Click for larger Hickok tester ad - 1931 My old man, who was a electronics technician for most of his professional life, used to tell me that tube testers were tube salemen, because they were good at telling you that a perfectly good tube needed to be replaced.

The problem with most tube testers, as I've mentioned elsewhere, is that the commercially sold units (the ones you and I are likely to encounter) are designed to quickly test a huge variety of tubes which have a variety of characteristics; testers are a collection of engineering compromises used to accomplish this task. They had to offer enough options to be able to test a wide variety of tubes, yet be simple enough to be understood and, more imporantly, be used quickly. Professional service techs could not afford to spend a lot of time testing tubes. It was usually faster and just as conclusive to swap out tubes and see if the problem was solved.

The biggest problem with tube testers in this area was the Merit scale. Depending on the manufacturer, the meter face had a big band divided in half, with a green band on one side and a red band on the other, and the labels Good and Bad, or Good and Replace, or something similar. And there's usually a little yellow zone in the middle marked Weak, or just left to the user's discretion.

Hickok calls this the English scale, which seems reasonable to me.
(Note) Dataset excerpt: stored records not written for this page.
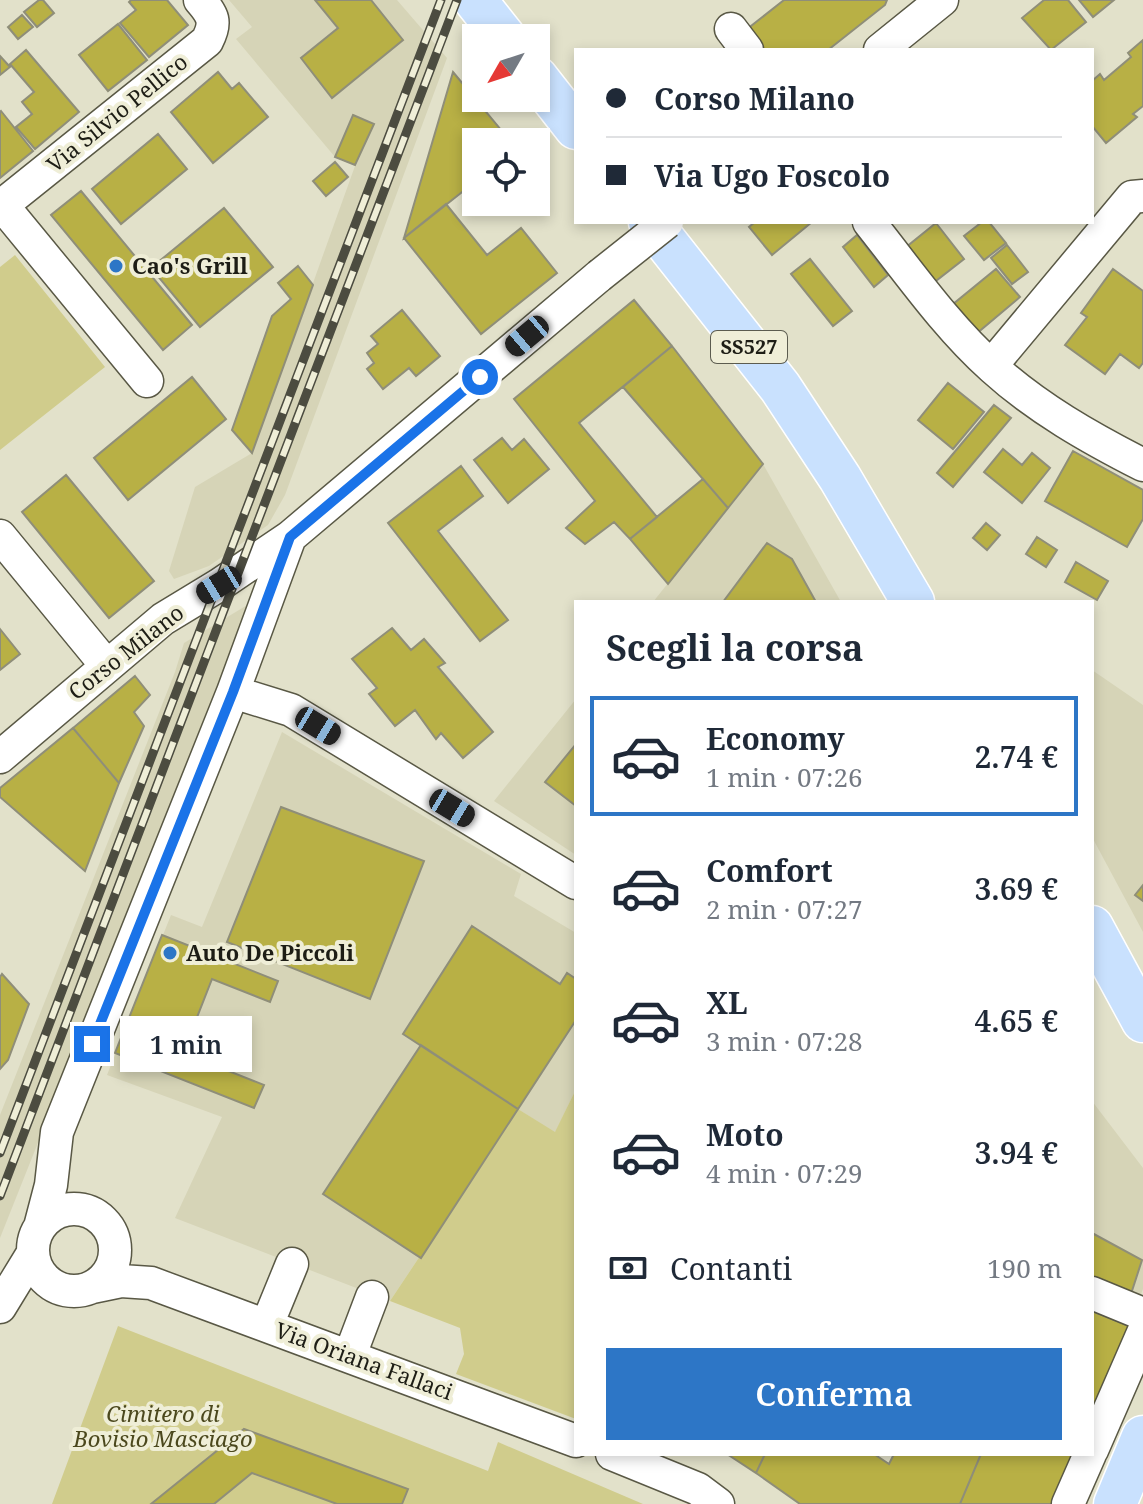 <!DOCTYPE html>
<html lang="it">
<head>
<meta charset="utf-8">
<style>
	:root { --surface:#fff; --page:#f6f6f7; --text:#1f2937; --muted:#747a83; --line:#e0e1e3; --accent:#2d76c6 }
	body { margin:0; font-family:"Noto Serif",serif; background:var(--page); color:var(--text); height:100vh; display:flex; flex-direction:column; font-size:30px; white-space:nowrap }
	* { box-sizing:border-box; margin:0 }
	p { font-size:26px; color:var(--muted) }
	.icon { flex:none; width:44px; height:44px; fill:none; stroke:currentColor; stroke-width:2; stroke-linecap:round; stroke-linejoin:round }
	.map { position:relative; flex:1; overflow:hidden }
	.drawer { position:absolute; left:574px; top:600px; width:520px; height:856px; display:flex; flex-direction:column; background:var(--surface); border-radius:0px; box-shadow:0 4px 12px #0003 }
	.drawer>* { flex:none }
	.banner { position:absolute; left:574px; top:48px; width:520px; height:176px; border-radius:0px; box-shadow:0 4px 12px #0003; display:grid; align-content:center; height:176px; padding:0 32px; background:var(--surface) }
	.needle { width:52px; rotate:231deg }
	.fabs { position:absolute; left:462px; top:24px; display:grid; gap:16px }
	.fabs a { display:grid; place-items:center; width:88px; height:88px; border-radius:0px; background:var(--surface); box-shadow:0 4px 12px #0003; font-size:40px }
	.end { position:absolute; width:36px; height:36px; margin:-18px; border:10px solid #1a73e8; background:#fff; box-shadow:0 0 0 4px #fff }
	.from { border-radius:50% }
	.bubble { position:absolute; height:56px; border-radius:0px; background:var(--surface); box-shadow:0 4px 12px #0003; font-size:26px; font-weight:600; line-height:56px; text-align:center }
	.car { position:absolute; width:24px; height:48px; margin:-24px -12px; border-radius:10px; box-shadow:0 0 6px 2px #0007; background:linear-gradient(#222 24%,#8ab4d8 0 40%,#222 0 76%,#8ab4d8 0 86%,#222 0) }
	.banner b { display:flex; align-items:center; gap:28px; height:76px; font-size:30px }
	.banner b+b { border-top:2px solid var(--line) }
	.banner i { width:20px; height:20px; background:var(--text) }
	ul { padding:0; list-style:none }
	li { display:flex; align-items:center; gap:24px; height:120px; margin:0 16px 12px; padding:0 16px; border:4px solid transparent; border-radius:0px }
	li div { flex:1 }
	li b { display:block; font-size:30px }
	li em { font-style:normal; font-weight:600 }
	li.current { border-color:var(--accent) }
	li>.icon { width:72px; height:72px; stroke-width:1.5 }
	h2 { padding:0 32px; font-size:36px; line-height:96px }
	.pay { display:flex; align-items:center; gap:20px; height:88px; padding:0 32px; font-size:30px }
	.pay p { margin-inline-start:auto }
	.cta { display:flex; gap:16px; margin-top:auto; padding:16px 32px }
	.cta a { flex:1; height:92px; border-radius:0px; background:var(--accent); color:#fff; font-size:32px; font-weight:600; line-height:92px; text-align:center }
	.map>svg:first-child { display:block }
	.built { fill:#d6d4b7 }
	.green { fill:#d0cc8c }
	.building { fill:#b8b045; stroke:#8f8e79; stroke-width:2 }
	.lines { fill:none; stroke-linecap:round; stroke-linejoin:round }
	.minor-casing { stroke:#595845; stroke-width:35 }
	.major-casing { stroke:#fff; stroke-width:45 }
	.minor { stroke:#fff; stroke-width:32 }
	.major { stroke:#c9e1fe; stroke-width:42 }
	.rail-casing { stroke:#4c4c40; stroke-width:9 }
	.rail { stroke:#efeed7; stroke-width:6; stroke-dasharray:18; stroke-linecap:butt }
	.minor-bridge-casing { stroke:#595845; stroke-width:35; stroke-linecap:butt }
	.minor-bridge { stroke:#fff; stroke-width:32 }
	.route { stroke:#1a73e8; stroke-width:10 }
	.poi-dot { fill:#2d76c6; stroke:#efeed7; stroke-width:3 }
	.labels { text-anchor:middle; stroke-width:8; stroke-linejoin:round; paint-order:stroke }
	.shield { fill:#efeed7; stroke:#5c5c4f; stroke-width:2 }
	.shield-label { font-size:20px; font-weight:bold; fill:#1d1d15 }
	.street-label { font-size:22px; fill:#1d1d15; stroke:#efeed7 }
	.poi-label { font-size:22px; font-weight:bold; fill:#1d1d15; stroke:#efeed7; text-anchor:start }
	.park-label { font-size:22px; font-style:italic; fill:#4b481d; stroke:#efeed7 }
</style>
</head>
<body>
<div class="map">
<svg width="1143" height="1504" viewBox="0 0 1143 1504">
	<rect width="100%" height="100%" fill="#e2e1ca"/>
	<path class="built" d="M229,0H397L447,58L285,495L268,525L209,566L174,579L169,571L195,487L252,453L355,166L335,157L236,39L252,27Z
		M763,464L841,602H653Z
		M254,601L0,1238V1115L175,672L184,643Z
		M1092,670L1143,705V932L1092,837Z
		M576,699V855L494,801Z
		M282,732L521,874L514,896L576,933V1089L555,1133L518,1109L390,1301L175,1218L222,1117L107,1075L171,915L202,927Z
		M1092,1101L1143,1168V1289L1092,1416Z"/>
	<path class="green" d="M15,255L105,367L0,450V267Z
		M576,1089V1419L456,1374L464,1354L460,1328L390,1301L518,1109L555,1132Z
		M118,1326L488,1471L498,1442L643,1504H52Z"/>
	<path class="building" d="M39,0H43L54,13L37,27L24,12Z
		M131,0H167L188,25L149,57L120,23L136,10L129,2Z
		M315,0H371L403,40L332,98L301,58L338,28Z
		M784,0H887L885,5L828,50H762L746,30Z
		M1044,0H1068L1086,22L1051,50L1022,18Z
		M1079,0H1114L1093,17Z
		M22,15L33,27L18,39L8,27Z
		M118,24L147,60L108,91L79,55Z
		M1143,40V106L1133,114L1137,117L1106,143L1092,126V81L1100,74L1104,80L1131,57L1128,53Z
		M26,50L79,112L35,149L16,127L32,114L22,102L34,92L10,64Z
		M0,56L10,67L0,75Z
		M218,72L232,89L239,83L268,117L213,163L171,112Z
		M453,72L511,142H476V181L404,238Z
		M1,111L33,151L0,178V112Z
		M353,115L374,124L355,165L335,157Z
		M158,134L187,169L121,224L92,189Z
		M335,162L348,177L326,196L313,181Z
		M81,191L192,325L163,350L51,215Z
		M446,204L487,255L521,228L557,273L481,334L404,238Z
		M224,208L273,267L200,327L151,268Z
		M755,222H812L772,255L749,227Z
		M982,222H989L1006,243L984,260L964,236Z
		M936,223L964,259L932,284L905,248Z
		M857,235L888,275L874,287L843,247Z
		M1007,245L1028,272L1012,284L991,258Z
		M810,259L852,311L833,326L791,274Z
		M298,266L313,285L252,453L232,430L272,316L291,299L278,283Z
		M996,269L1020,297L976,334L952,305Z
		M1113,269L1143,291V363L1139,368L1120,354L1105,374L1065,345L1087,317L1081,313Z
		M634,300L672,346L579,423L657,517L630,539L614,522L585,544L566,528L595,501L514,399Z
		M402,310L440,356L416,376L409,368L383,389L367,369L374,363L367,353L378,344L371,336Z
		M672,346L763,464L728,508L623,387Z
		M192,377L226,419L128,500L94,458Z
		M948,383L984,412L953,449L918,420Z
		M994,405L1011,418L953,487L937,473Z
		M502,438L512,450L524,439L549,469L508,503L474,460Z
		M1003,449L1022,465L1032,453L1050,468L1022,503L984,472Z
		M1073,451L1143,490V519L1127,547L1045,501Z
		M461,466L483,496L438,531L508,620L480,641L388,523Z
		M66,475L154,581L109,618L22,512Z
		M703,479L728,508L668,584L630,539Z
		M986,523L1000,535L987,550L973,538Z
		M1037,537L1057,550L1046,567L1026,554Z
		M767,543L792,559L816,602H723Z
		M1076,562L1108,581L1097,600L1065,582Z
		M392,628L411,650L424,639L445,663L438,667L493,732L463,758L441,733L436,739L415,710L395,726L369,694L377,688L352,659Z
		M0,629L20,654L0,670Z
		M135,676L150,695L134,712L144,726L119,783L73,728Z
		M73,728L119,783L85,871L0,797V788Z
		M576,744V806L545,782Z
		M281,807L424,861L370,999L227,942Z
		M1143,885V901L1135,895Z
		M472,926L560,984L567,973L576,979V1020L518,1109L403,1034Z
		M162,935L278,981L270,1002L212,979L183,1053L264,1085L254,1108L115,1053Z
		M2,974L29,1004L8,1060L0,1069V977Z
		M421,1045L518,1109L421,1258L323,1194Z
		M1092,1233L1142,1260L1131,1294L1092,1278Z
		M1092,1311L1129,1326L1092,1416Z
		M244,1429L408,1489L402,1504H337L252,1473L214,1504H151Z
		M727,1454H765L756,1473Z
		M765,1454H874L889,1464L894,1454H981L960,1504H800L756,1473Z
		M981,1454H1076L1056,1504H960Z"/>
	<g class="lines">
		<g class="minor-casing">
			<path id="minor" d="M731,29L747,50
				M880,50L942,0
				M2,205L147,381
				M0,207L207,41C217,22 213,15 200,0
				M869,222C908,271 946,326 993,368C1037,408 1090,438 1143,465
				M991,366L1132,197L1143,196
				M0,536L106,665
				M233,692L291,710L576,883
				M0,757L163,619L219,585L290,537L599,276
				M33 1250a41 41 0 1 1 82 0a41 41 0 1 1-82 0Z
				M40,1227L51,1185L57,1132L233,692L290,537
				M92,1287L121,1281L151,1283L576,1441
				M1092,1293L1143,1314
				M0,1307L33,1253
				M267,1325L292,1264
				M350,1355L372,1297
				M1092,1450L1143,1333
				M612,1454L698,1489L718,1504
				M1068,1504L1090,1454"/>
		</g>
		<g class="major-casing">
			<path id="major" d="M475,0L505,38
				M536,77L576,128
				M650,222L780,387L840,478L913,602
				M1092,927L1143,1021
				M1115,1504L1143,1437"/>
		</g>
		<use href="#minor" class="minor"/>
		<use href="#major" class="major"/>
		<g class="rail-casing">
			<path id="rail" d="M0,1153L441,0
				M0,1196L457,0"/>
		</g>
		<use href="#rail" class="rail"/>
		<g class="minor-bridge-casing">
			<path id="minor-bridge" d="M599,276L667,222"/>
		</g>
		<use href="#minor-bridge" class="minor-bridge"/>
	</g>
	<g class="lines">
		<path class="route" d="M92,1044L233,692L290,537L480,377"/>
	</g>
	<g class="poi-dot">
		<circle cx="116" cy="266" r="8"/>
		<circle cx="170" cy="953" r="8"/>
	</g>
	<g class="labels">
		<rect class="shield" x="711" y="331" width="76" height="32" rx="6"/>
		<g class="shield-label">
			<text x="749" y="354">SS527</text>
		</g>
		<g class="street-label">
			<text transform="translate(117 113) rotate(-39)" y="8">Via Silvio Pellico</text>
			<text transform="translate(126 652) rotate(-38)" y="8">Corso Milano</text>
			<text transform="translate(364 1361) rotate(20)" y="8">Via Oriana Fallaci</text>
		</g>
		<g class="poi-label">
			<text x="132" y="274">Cao's Grill</text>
			<text x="186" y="961">Auto De Piccoli</text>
		</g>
		<g class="park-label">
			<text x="163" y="1422">Cimitero di<tspan x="163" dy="25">Bovisio Masciago</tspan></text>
		</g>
	</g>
</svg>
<div class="fabs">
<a><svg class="needle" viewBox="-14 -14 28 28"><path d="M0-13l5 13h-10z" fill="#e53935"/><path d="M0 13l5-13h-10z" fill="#747a83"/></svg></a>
<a><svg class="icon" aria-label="locate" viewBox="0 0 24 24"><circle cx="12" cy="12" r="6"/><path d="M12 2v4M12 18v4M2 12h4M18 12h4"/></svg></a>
</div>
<i class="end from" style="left:480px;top:377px"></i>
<i class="end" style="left:92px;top:1044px"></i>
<div class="bubble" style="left:120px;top:1016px;width:132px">1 min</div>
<i class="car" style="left:527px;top:336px;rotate:230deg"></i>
<i class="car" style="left:219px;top:585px;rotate:239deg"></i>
<i class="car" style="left:318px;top:726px;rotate:121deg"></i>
<i class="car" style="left:452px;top:808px;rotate:121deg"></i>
<div class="banner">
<b><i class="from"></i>Corso Milano</b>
<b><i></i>Via Ugo Foscolo</b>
</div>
<section class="drawer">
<h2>Scegli la corsa</h2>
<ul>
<li class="current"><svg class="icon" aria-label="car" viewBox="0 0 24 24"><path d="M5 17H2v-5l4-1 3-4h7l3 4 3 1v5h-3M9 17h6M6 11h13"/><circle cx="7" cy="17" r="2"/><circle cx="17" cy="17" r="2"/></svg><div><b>Economy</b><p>1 min · 07:26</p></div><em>2.74 €</em></li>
<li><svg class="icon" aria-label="car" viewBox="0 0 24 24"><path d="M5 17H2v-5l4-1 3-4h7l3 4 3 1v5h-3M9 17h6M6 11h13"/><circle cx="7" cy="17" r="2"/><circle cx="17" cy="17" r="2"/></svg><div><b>Comfort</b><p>2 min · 07:27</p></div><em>3.69 €</em></li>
<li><svg class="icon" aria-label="car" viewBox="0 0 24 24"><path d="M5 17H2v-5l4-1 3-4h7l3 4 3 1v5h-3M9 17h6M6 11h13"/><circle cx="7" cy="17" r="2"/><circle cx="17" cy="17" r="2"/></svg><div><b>XL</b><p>3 min · 07:28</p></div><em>4.65 €</em></li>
<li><svg class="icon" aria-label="car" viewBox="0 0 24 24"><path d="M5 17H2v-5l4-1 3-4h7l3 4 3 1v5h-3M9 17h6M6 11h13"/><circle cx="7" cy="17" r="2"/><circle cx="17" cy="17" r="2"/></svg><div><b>Moto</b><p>4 min · 07:29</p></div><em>3.94 €</em></li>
</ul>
<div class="pay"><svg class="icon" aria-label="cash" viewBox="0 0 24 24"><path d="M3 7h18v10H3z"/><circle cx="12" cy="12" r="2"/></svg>Contanti<p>190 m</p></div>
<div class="cta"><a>Conferma</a></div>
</section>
</div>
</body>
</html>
There's an adjustment on Hickok machines called the English dial; on other makes it'll be called other things. But they are all shunts—a method of adjusting the current level that the meter sees. This is how the same machine can test a power rectifier with a heavy current and a voltage amplifier with a relative trickle, and still use the same Good/Bad scale for both.

The shunt (or English) adjustment amount is provided by the tube-tester manufacturer, and it is found in the settings chart for each tube type. The way it was typically determined was by the manufacturer purchasing a representative sample of each type of tube and determining the actual performance of each; they then subjectively decided where that peformance would lie on the Good/Bad scale.

This is where the dragons live.

I don't mean to completely discount the merit scale. If you trust the chart, it is a quick and easy way to determine the performance of a tube. But the better testers have other scales with actual numbers (usually micro-mhos) or hash marks or other indicators that let you see how a tube performs on something other than the merit scale.